### Work required
From the first line of the data below through the line bearing "const shape = rows", reproduce each line exactly; do not include pictures.

(Saved data entries)
★ ★ ★ ★

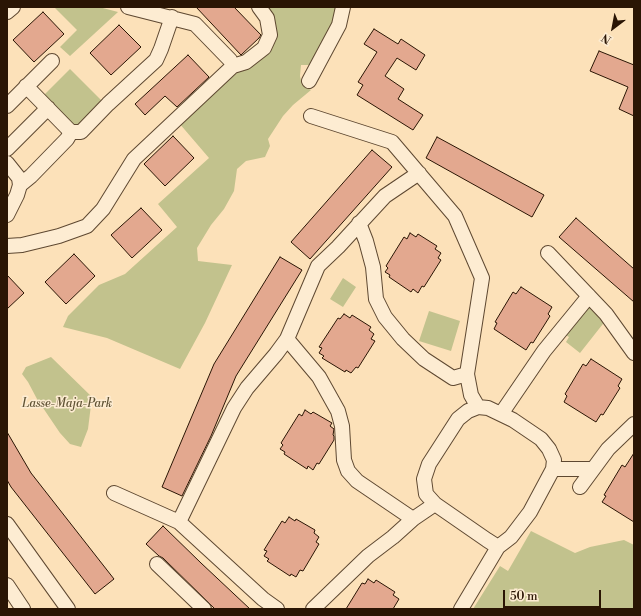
<!DOCTYPE html>
<style>
body{margin:0}
#map{position:relative;width:641px;height:616px;overflow:hidden;background:#fce1b9;font-family:"Libre Bodoni",serif}
canvas{display:block}
.frame{position:absolute;inset:0;border:8px solid #2a1504;pointer-events:none}
.north{position:absolute;left:593px;top:8px;width:40px;height:40px;-webkit-text-stroke:3px #fdecd2;paint-order:stroke;rotate:212deg;font-size:11px;font-weight:700;line-height:16px;text-align:center;color:#2a1504}
.north::after{content:'';display:block;margin:auto;width:14px;height:18px;background:#2a1504;clip-path:polygon(50% 0,100% 100%,50% 72%,0 100%)}
.scale{position:absolute;left:503px;top:590px;width:98px;height:18px;box-sizing:border-box;border:2px solid #2a1504;border-top:0;padding-left:5px;font-size:12px;line-height:14px;white-space:nowrap;color:#2a1504;-webkit-text-stroke:3px #fdecd2;paint-order:stroke}
</style>
<div id="map">
<canvas width="641" height="616"></canvas>
<div class="frame"></div>
<div class="north">N</div>
<div class="scale">50 m</div>
</div>
<script>
const ctx = document.querySelector('canvas').getContext('2d');
ctx.lineJoin = 'round';
function paint(path, color) { ctx.fillStyle = color; ctx.fill(path, 'evenodd'); }
const shape = rows => new Path2D(rows.map(r => 'M' + r).join(''));
function trace(path, color, width, dash) { ctx.strokeStyle = color; ctx.lineWidth = width; ctx.lineCap = dash ? 'butt' : 'round'; ctx.setLineDash(dash || []); ctx.stroke(path); }
function write(font, color, halo, rows, align = 'center') {
  ctx.font = font + ' "Libre Bodoni",serif'; ctx.lineWidth = 3; ctx.setLineDash([]); ctx.textBaseline = 'middle'; ctx.strokeStyle = halo; ctx.fillStyle = color; for (const [text, x, y, turn = 0] of rows) {
    ctx.save(); ctx.translate(x, y); ctx.rotate((+turn || 0) * Math.PI / 180); ctx.textAlign = isNaN(turn) ? turn : align; if (halo) ctx.strokeText(text, 0, 0); ctx.fillText(text, 0, 0); ctx.restore();
  }
}
const green = shape([
 [54,7,99,7,118,12,70,56,60,47,77,30],
 [267,7,337,7,333,26,312,65,301,65,300,76,302,85,311,90,293,105,283,116,268,139,270,146,265,157,246,161,237,169,234,191,224,209,211,225,197,248,198,261,232,265,205,323,180,369,107,338,63,327,68,316,99,285,125,274,177,227,158,204,209,158,179,123,238,72,266,55,272,49,275,39],
 [70,69,103,102,77,128,44,95],
 [343,278,356,287,343,307,330,299],
 [587,305,606,320,580,353,566,342,569,337,564,334],
 [429,311,460,321,451,351,419,341],
 [51,357,92,397,88,429,81,447,70,444,60,433,37,399,28,382,22,374,26,367],
 [531,531,575,553,590,547,624,540,634,545,634,609,473,609,500,566,508,571]
]);
const building = shape([
 [196,7,234,7,261,35,259,38,241,55,196,7],
 [43,12,64,34,34,62,13,40,43,12],
 [119,25,141,47,111,75,90,53,119,25],
 [374,29,398,44,401,39,425,55,416,70,397,58,385,76,404,89,398,99,423,115,413,130,357,95,363,85,358,82,377,52,364,44,374,29],
 [599,51,634,65,634,116,619,109,628,87,590,71,599,51],
 [188,55,209,77,177,107,165,96,145,115,135,104,188,55],
 [173,136,194,158,165,186,144,164,173,136],
 [437,137,544,195,532,217,426,158,437,137],
 [372,150,392,167,310,259,291,242,372,150],
 [141,208,162,230,132,258,111,235,141,208],
 [576,218,634,269,634,302,559,237,576,218],
 [410,233,416,237,418,234,437,246,435,249,441,253,438,258,441,260,424,287,422,286,418,293,413,289,411,292,389,277,390,275,385,272,388,268,386,266,404,237,407,239,410,233],
 [74,254,95,276,66,304,45,282,74,254],
 [280,257,302,270,236,376,211,436,182,496,162,487,214,364,280,257],
 [7,275,24,293,7,309,7,275],
 [521,287,552,307,548,314,550,316,533,343,531,342,526,350,494,329,497,323,495,322,513,292,516,294,521,287],
 [344,314,350,318,352,315,371,327,369,330,374,334,371,339,375,341,358,368,356,367,351,373,346,370,345,372,322,358,324,356,319,353,322,348,319,347,338,318,340,319,344,314],
 [591,359,622,379,618,386,620,388,603,415,601,414,596,422,564,402,567,396,565,394,583,364,586,366,591,359],
 [305,410,311,414,313,412,332,423,330,426,334,429,333,435,334,436,334,440,319,464,317,463,313,470,308,466,307,469,284,454,285,452,280,449,283,445,281,443,299,414,302,416,305,410],
 [7,432,31,473,114,579,95,594,11,487,7,480,7,432],
 [634,453,634,522,602,502,606,496,604,495,622,465,625,467,634,453],
 [289,517,295,521,296,519,315,530,314,533,319,537,316,542,319,544,303,571,300,570,296,577,291,574,290,576,267,561,269,559,264,556,267,551,264,550,282,521,285,523,289,517],
 [163,526,201,563,250,609,215,609,163,558,159,556,146,544,163,526],
 [368,579,374,583,376,580,395,592,393,595,399,599,393,609,346,609,362,583,365,584,368,579]
]);
const minor = shape([
 [7,12,13,7],
 [233,66,246,62,264,48,270,35,267,18,259,7],
 [309,81,339,25,343,7],
 [7,106,52,61],
 [311,116,392,142,455,216,482,278,467,374,471,395,478,407],
 [71,132,81,132,108,104,156,60,161,49,172,17],
 [7,149,48,108],
 [7,163,19,178,20,185,17,195,7,215],
 [20,185,31,176,67,139,71,132,26,86],
 [359,223,366,241,373,267,376,299,385,317,403,339,424,359,453,378,467,374],
 [7,246,22,245,59,236,87,226,103,209,134,159,233,66,230,60,195,24,128,7],
 [548,253,606,314,634,353],
 [287,339,319,377,338,411,342,426,344,460,348,471,357,481,413,519],
 [501,414,544,351,589,296],
 [553,469,593,469],
 [580,487,608,449,634,424],
 [114,493,179,522],
 [435,504,426,494,424,479,429,464,458,419,468,411,478,407,488,408,513,420,541,439,549,449,554,460,553,469,530,512,511,537,498,547],
 [7,524,68,609],
 [157,564,204,609],
 [7,585,23,609],
 [277,609,263,599,179,522,234,408,247,388,276,354,287,339,318,266,338,247,385,196,419,173],
 [313,609,368,556,393,537,413,519,435,504,487,540,498,547,461,609]
]);
const parkNames = [
 ["Lasse-Maja-Park",67,404]
];
paint(green, '#c2c28d');
paint(building, '#e3a88f');
trace(building, '#2a1504', 1);
trace(minor, '#5e4831', 16);
trace(minor, '#fdecd2', 14);
write('italic 12px', '#5f5234', '#fdecd2', parkNames);
</script>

★ ★ ★ ★

### Written response
<!DOCTYPE html>
<style>
body{margin:0}
#map{position:relative;width:641px;height:616px;overflow:hidden;background:#fce1b9;font-family:"Libre Bodoni",serif}
canvas{display:block}
.frame{position:absolute;inset:0;border:8px solid #2a1504;pointer-events:none}
.north{position:absolute;left:593px;top:8px;width:40px;height:40px;-webkit-text-stroke:3px #fdecd2;paint-order:stroke;rotate:212deg;font-size:11px;font-weight:700;line-height:16px;text-align:center;color:#2a1504}
.north::after{content:'';display:block;margin:auto;width:14px;height:18px;background:#2a1504;clip-path:polygon(50% 0,100% 100%,50% 72%,0 100%)}
.scale{position:absolute;left:503px;top:590px;width:98px;height:18px;box-sizing:border-box;border:2px solid #2a1504;border-top:0;padding-left:5px;font-size:12px;line-height:14px;white-space:nowrap;color:#2a1504;-webkit-text-stroke:3px #fdecd2;paint-order:stroke}
</style>
<div id="map">
<canvas width="641" height="616"></canvas>
<div class="frame"></div>
<div class="north">N</div>
<div class="scale">50 m</div>
</div>
<script>
const ctx = document.querySelector('canvas').getContext('2d');
ctx.lineJoin = 'round';
function paint(path, color) { ctx.fillStyle = color; ctx.fill(path, 'evenodd'); }
const shape = rows => new Path2D(rows.map(r => 'M' + r).join(''));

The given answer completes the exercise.